Similarity and Dimensional Methods in Biology

Abstract

A review is provided of the modern interpretations of "dimensions" and dimensional analysis. It is shown that recent work has put dimensional analysis on a very firm mathematical basis which relates to the group theory of transformations in advanced algebra. The concept of biological similarity, or more specifically that of physical similarities between genetically related organisms of varying size, is examined historically and found to have many antecedents, particularly in the work of D'' Arcy Thompson. Quantitative allometric (power law scaling of a function against body mass) data is combined into non-dimensional criteria and also into dimensional constants which are shown to be independent of the mass of the organism.
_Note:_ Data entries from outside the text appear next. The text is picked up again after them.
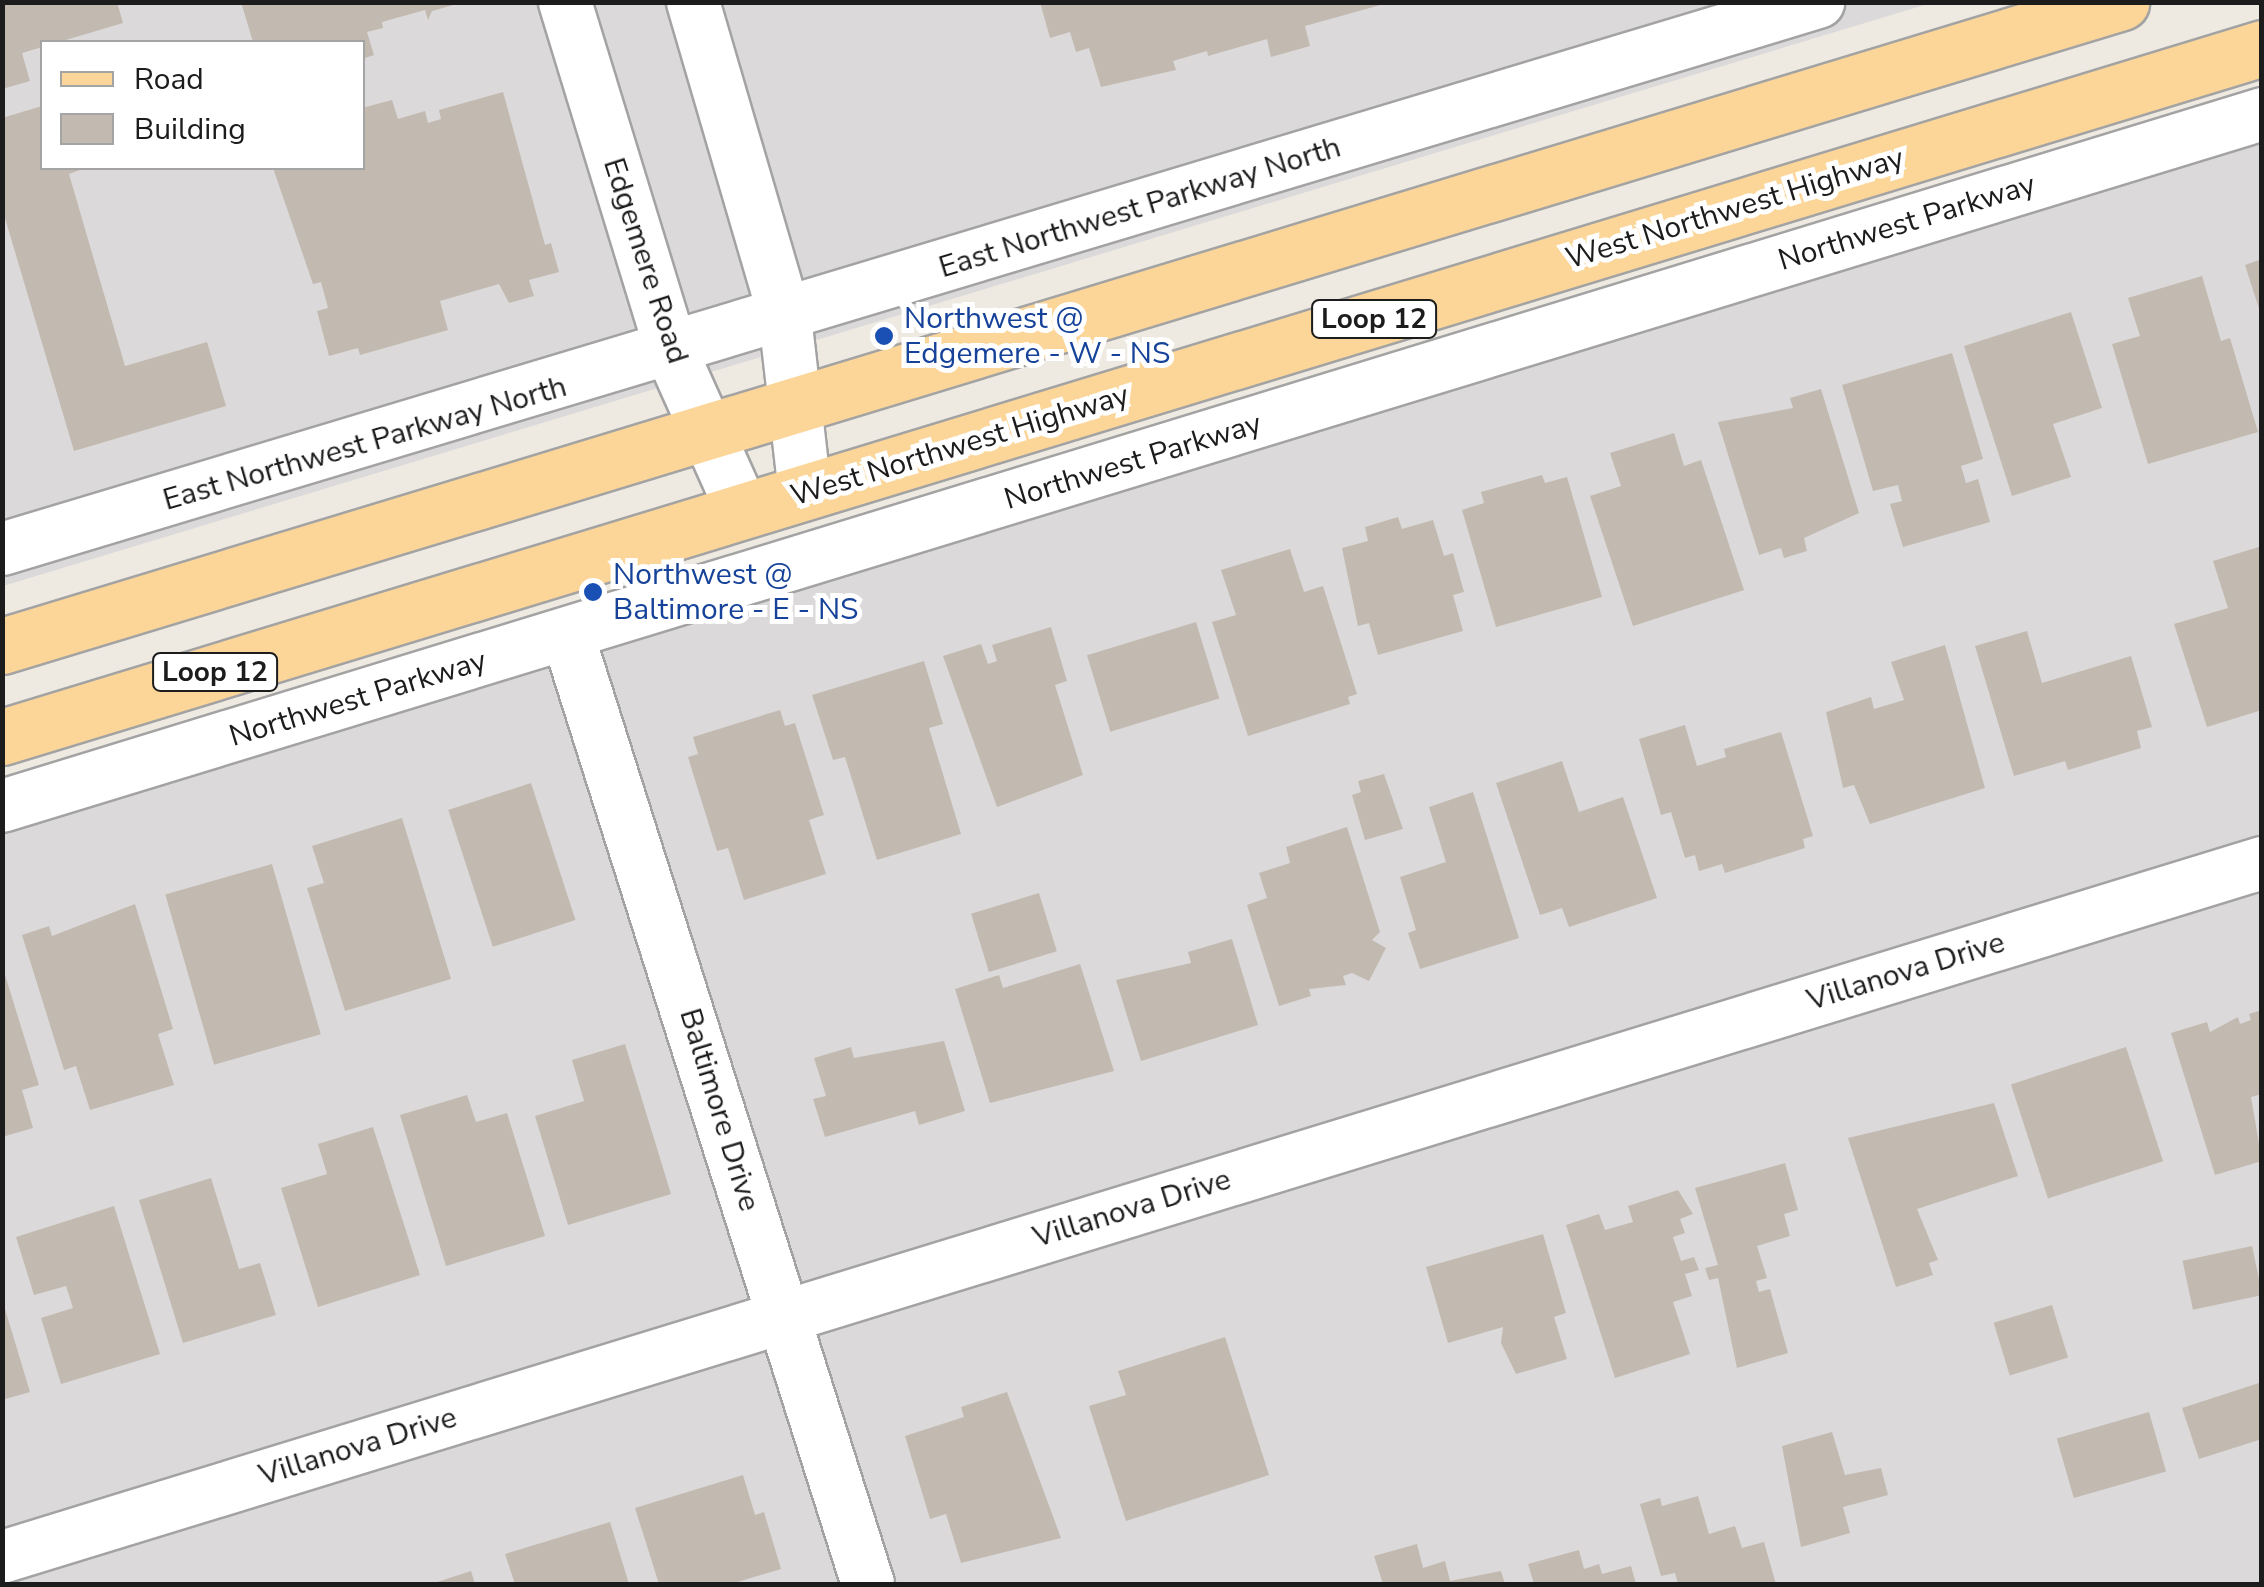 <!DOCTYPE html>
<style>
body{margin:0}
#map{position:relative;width:2264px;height:1587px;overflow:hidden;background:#eeeae2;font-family:"Nunito Sans",sans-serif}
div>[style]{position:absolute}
.residential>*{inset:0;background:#dbd9d9}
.building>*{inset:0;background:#c2bab1;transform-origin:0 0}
.roads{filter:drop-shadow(2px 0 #a3a3a3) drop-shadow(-2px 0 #a3a3a3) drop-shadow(0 2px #a3a3a3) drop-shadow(0 -2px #a3a3a3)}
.minor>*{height:52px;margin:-26px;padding:0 26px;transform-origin:26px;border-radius:26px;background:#fff}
.major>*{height:55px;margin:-27.5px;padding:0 27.5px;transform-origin:27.5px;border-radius:27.5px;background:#fcd699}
.dots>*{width:28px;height:28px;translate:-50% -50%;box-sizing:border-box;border:5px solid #fff;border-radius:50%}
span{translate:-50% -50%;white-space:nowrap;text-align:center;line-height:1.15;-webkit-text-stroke:10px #fff;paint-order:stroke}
.shield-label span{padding:2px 8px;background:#fff;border:2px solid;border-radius:8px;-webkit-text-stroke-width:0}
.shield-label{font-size:28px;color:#1c1c1c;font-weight:700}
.street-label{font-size:30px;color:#1c1c1c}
.transit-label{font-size:30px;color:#164399}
.left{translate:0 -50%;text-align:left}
.frame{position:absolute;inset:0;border:5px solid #1c1c1c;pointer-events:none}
.legend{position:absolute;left:40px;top:40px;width:325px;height:130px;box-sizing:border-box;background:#fff;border:2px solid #a4a4a4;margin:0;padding:12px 18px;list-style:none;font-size:30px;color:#1c1c1c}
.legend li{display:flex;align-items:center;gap:20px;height:50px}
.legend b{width:50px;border:2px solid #a4a4a4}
</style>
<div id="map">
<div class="residential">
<div style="clip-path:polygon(evenodd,3px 3px,1931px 3px,3px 586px,3px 3px,42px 42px,362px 42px,362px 168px,42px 168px,42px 42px)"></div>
<div style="clip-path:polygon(2261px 126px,2261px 1584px,3px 1584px,2px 829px)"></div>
</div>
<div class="building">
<div style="clip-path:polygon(2px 2px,117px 2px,123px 23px,22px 53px,30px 81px,2px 89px)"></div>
<div style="clip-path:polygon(241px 2px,456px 2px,457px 4px,432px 11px,428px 20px,425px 10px,382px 22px,383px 28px,367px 32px,374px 55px,362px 59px,362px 42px,253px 42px)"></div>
<div style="clip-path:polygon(1040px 2px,1384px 2px,1384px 4px,1305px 26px,1310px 46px,1271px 57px,1267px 39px,1208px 56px,1207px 51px,1173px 61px,1176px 70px,1101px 87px,1089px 48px,1076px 52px,1070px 32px,1050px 38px)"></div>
<div style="clip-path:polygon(503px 92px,545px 245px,551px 243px,559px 272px,529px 280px,534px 296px,509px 303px,499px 284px,440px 301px,448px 330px,360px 355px,358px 348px,329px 356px,317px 311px,328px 308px,321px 282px,313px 284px,273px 168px,362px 168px,362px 108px,392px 100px,398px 119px,425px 111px,428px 123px,441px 119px,439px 110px)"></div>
<div style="clip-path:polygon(42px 106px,42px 168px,85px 168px,69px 174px,125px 366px,207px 342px,226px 406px,74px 451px,2px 208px,2px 118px)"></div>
<div style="clip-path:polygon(2262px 259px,2262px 315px,2261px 315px,2245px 265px)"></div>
<div style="clip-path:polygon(2202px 276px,2221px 341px,2230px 338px,2258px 432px,2148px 464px,2112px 344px,2140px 336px,2128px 298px)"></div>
<div style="clip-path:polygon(2071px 312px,2102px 408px,2053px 424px,2071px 477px,2012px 496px,1964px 346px)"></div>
<div style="clip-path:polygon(1952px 353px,1983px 459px,1961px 466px,1966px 483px,1978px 479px,1990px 522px,1903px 547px,1890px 504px,1902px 501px,1898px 485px,1873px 491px,1842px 385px)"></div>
<div style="clip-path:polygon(1821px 389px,1859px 513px,1804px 538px,1807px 551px,1784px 558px,1781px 548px,1759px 555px,1718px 422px,1793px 408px,1790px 398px)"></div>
<div style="clip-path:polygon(1674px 433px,1684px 466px,1701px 460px,1744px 590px,1633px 626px,1590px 496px,1621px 486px,1610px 453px)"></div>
<div style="clip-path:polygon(1542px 475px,1545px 483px,1567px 477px,1602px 597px,1496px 627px,1462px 510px,1484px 503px,1481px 492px)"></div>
<div style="clip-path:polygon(1398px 517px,1402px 529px,1433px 520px,1444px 556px,1453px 553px,1464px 592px,1453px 595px,1463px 631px,1378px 655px,1369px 623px,1358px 626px,1342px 548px,1368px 541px,1365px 527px)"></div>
<div style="clip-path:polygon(2262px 546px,2262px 710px,2207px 727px,2174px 624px,2228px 608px,2213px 561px)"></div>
<div style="clip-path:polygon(1290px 549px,1304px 592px,1323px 586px,1357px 694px,1348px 697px,1350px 704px,1248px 736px,1212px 622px,1236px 615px,1221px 570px)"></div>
<div style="left:1196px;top:622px;width:80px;height:114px;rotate:73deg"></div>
<div style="clip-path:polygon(1051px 627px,1067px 681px,1055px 685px,1083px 775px,997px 807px,943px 656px,981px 644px,988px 664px,997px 661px,992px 645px)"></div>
<div style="clip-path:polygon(2027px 631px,2042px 683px,2131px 656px,2152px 727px,2137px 731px,2141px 748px,2068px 770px,2065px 761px,2014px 776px,1975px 646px)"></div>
<div style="clip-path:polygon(1945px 645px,1985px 788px,1870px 824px,1854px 785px,1843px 788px,1826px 712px,1871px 697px,1874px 709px,1904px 700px,1891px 662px)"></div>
<div style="clip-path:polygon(924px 661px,943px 724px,929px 728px,961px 834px,877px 860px,845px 757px,833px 760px,812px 695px)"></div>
<div style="clip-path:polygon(780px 710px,785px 726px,795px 723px,824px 815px,809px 820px,826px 874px,744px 900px,728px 848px,717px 851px,688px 757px,698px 754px,693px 737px)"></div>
<div style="clip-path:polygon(1685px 725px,1697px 766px,1726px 757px,1724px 749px,1781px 732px,1813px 836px,1803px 839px,1805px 848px,1725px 873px,1722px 864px,1699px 871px,1695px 855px,1685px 858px,1671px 812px,1661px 815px,1639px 739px)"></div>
<div style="clip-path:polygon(1562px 761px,1579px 812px,1623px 797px,1657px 898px,1569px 927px,1562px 908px,1540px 915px,1496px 783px)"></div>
<div style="clip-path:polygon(1384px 774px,1403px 829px,1365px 840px,1352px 795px,1361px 792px,1358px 781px)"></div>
<div style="left:531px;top:783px;width:144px;height:87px;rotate:72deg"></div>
<div style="clip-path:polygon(1473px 792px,1519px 938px,1420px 969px,1408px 933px,1416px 930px,1400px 877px,1446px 862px,1429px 807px)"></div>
<div style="clip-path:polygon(402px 818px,451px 979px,345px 1011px,307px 888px,324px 883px,312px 846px)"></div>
<div style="clip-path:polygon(1347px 827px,1380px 932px,1372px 940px,1386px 948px,1369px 981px,1352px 973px,1343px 976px,1346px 985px,1309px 989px,1311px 996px,1279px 1006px,1247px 905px,1267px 898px,1259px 873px,1290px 863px,1286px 847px)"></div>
<div style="left:272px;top:864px;width:177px;height:111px;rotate:74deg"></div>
<div style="left:1039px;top:893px;width:61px;height:71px;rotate:73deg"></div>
<div style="clip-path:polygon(135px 904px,173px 1029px,158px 1034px,174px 1085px,90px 1110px,76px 1066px,64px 1070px,22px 935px,49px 926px,52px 936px)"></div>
<div style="clip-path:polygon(1232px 939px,1258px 1025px,1141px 1061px,1116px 980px,1191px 963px,1188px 952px)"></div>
<div style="clip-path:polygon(1080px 964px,1114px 1071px,990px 1103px,955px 989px,999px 975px,1003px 988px)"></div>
<div style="clip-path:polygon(2px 965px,39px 1085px,22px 1090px,33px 1128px,2px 1137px)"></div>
<div style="clip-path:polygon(2262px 1010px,2262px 1094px,2251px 1097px,2262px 1161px,2215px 1175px,2171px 1033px,2207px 1022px,2210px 1032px,2238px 1017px,2240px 1024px,2251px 1020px,2249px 1014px)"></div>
<div style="clip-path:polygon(944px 1041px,965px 1111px,919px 1125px,915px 1111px,825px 1137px,813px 1099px,826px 1096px,814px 1058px,851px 1047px,854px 1058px)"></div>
<div style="clip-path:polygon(625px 1044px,671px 1194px,568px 1225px,535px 1116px,584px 1101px,572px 1060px)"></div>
<div style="left:2126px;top:1047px;width:120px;height:121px;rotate:72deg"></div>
<div style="clip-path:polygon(467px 1095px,476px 1122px,507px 1113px,545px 1236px,446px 1266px,400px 1115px)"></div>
<div style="clip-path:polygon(1994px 1103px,2018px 1176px,1917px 1209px,1938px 1260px,1929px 1263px,1933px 1275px,1896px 1287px,1848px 1138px)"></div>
<div style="clip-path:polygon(373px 1127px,420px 1275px,318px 1307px,281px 1188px,327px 1174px,318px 1144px)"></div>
<div style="clip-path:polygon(1785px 1163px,1798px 1210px,1784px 1214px,1790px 1236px,1757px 1246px,1767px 1278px,1756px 1281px,1759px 1292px,1770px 1289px,1788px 1353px,1737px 1368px,1718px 1278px,1709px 1280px,1705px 1268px,1718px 1265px,1695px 1188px)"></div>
<div style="clip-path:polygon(211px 1178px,239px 1269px,260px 1263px,276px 1315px,183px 1343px,139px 1200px)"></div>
<div style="clip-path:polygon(1678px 1190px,1693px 1214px,1680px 1219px,1685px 1233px,1673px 1237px,1681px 1261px,1694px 1257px,1699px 1270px,1685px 1274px,1692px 1296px,1673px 1302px,1690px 1354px,1615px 1378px,1566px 1225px,1599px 1214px,1605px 1230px,1633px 1222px,1628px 1206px)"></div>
<div style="clip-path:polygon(114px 1206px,160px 1354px,61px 1384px,41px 1318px,73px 1308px,66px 1286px,34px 1295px,16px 1237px)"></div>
<div style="clip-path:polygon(1543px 1234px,1566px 1313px,1554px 1317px,1567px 1359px,1516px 1374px,1501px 1343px,1503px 1327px,1448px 1343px,1426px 1267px)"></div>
<div style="left:2252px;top:1246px;width:50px;height:71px;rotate:78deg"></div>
<div style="clip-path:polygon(2px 1299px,30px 1392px,2px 1400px)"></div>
<div style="left:2052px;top:1305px;width:55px;height:61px;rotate:73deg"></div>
<div style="clip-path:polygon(1225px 1337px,1269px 1475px,1126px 1521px,1089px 1406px,1126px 1395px,1118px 1371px)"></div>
<div style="clip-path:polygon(2262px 1382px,2262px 1439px,2199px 1459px,2182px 1408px)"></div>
<div style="clip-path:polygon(1007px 1392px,1061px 1538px,961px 1563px,946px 1514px,930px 1519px,905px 1436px,964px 1417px,961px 1407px)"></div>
<div style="left:2149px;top:1412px;width:62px;height:96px;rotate:74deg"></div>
<div style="clip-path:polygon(1832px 1432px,1845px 1475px,1881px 1468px,1888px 1495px,1843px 1507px,1850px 1533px,1801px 1547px,1782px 1446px)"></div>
<div style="clip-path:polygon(743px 1475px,755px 1515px,764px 1512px,781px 1569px,731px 1584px,659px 1584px,635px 1508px)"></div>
<div style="clip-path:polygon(1698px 1496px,1709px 1534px,1735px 1526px,1742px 1548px,1764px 1542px,1776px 1584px,1678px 1584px,1675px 1573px,1661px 1576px,1640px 1504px,1660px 1498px,1662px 1506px)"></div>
<div style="clip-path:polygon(610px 1522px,629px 1584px,515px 1584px,505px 1554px)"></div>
<div style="clip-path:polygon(1417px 1544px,1423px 1568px,1445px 1561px,1450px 1581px,1501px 1571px,1505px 1584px,1383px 1584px,1374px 1556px)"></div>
<div style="clip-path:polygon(1579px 1550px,1584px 1569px,1599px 1564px,1602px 1574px,1631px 1566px,1636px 1584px,1534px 1584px,1528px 1564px)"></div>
<div style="clip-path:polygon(471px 1571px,475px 1584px,431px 1584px)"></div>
</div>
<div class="roads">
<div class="minor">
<div style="left:565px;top:2px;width:367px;rotate:73deg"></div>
<div style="left:672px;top:353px;width:174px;rotate:65.9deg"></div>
<div style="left:693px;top:2px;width:328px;rotate:73.7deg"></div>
<div style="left:785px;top:317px;width:177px;rotate:83.5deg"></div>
<div style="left:2px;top:549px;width:1897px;rotate:-16.76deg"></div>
<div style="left:568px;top:636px;width:994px;rotate:72.44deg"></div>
<div style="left:2px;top:806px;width:2364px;rotate:-17.02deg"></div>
<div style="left:2px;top:1557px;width:2364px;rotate:-17.07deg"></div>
</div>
<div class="major">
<div style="left:2px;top:646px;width:2215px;rotate:-16.9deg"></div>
<div style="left:2px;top:737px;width:2363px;rotate:-16.95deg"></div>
</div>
</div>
<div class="dots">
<div style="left:884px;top:336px;background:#1a4fb4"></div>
<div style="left:593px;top:592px;background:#1a4fb4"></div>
</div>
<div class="shield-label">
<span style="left:1374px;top:319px">Loop 12</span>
<span style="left:215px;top:672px">Loop 12</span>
</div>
<div class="street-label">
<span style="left:1140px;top:208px;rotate:-17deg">East Northwest Parkway North</span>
<span style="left:1735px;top:209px;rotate:-17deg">West Northwest Highway</span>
<span style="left:1907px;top:223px;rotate:-17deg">Northwest Parkway</span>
<span style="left:645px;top:261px;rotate:72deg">Edgemere Road</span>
<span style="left:365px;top:444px;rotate:-16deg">East Northwest Parkway North</span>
<span style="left:960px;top:446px;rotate:-17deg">West Northwest Highway</span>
<span style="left:1133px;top:462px;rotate:-17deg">Northwest Parkway</span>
<span style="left:358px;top:699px;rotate:-17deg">Northwest Parkway</span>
<span style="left:1906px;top:972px;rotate:-17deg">Villanova Drive</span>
<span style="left:719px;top:1110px;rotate:73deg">Baltimore Drive</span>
<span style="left:1132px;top:1209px;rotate:-17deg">Villanova Drive</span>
<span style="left:358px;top:1447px;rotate:-17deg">Villanova Drive</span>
</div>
<div class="transit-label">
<span class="left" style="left:904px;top:336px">Northwest @<br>Edgemere - W - NS</span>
<span class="left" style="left:613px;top:592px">Northwest @<br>Baltimore - E - NS</span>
</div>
<div class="frame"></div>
<ul class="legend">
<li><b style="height:12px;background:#fcd699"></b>Road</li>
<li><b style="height:28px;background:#c2bab1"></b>Building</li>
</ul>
</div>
It is proposed that such invariants show quantitatively in what sense a small organism is a model of a large one. This demonstration is based on the fact that it is possible to cancel out the exponents in allometric laws by combining them into various ratios, involving 2-3 or more components. The actual allometric data used in the report is based on a wide variety of accepted published findings. Consideration is also given to the problem of making models of biological systems which are physically similar (true models) to the natural system. The artificial kidney is found to be a limited model of the natural nephron, but does show some important and basic functional similarities that are interpreted by use of suitable dimensionless numbers An example of a completely new dimensionless number which is of proven utility for analysis of the cardiovascular and respiratory systems is offered. Comments are provided on the relations of biological scaling laws and the scaling methods which have come into use in chemical engineering practice. The remarkably wide range of sizes in which a mammalian physiological system may function is discussed and found to be the result of rigorous control of a great many physical variables, such as viscosity or blood pressure, which allows scaling up on the basis of constancy of comparatively few physical similarity requirements. An extensive bibliography of dimensional analysis of biological similarity is included.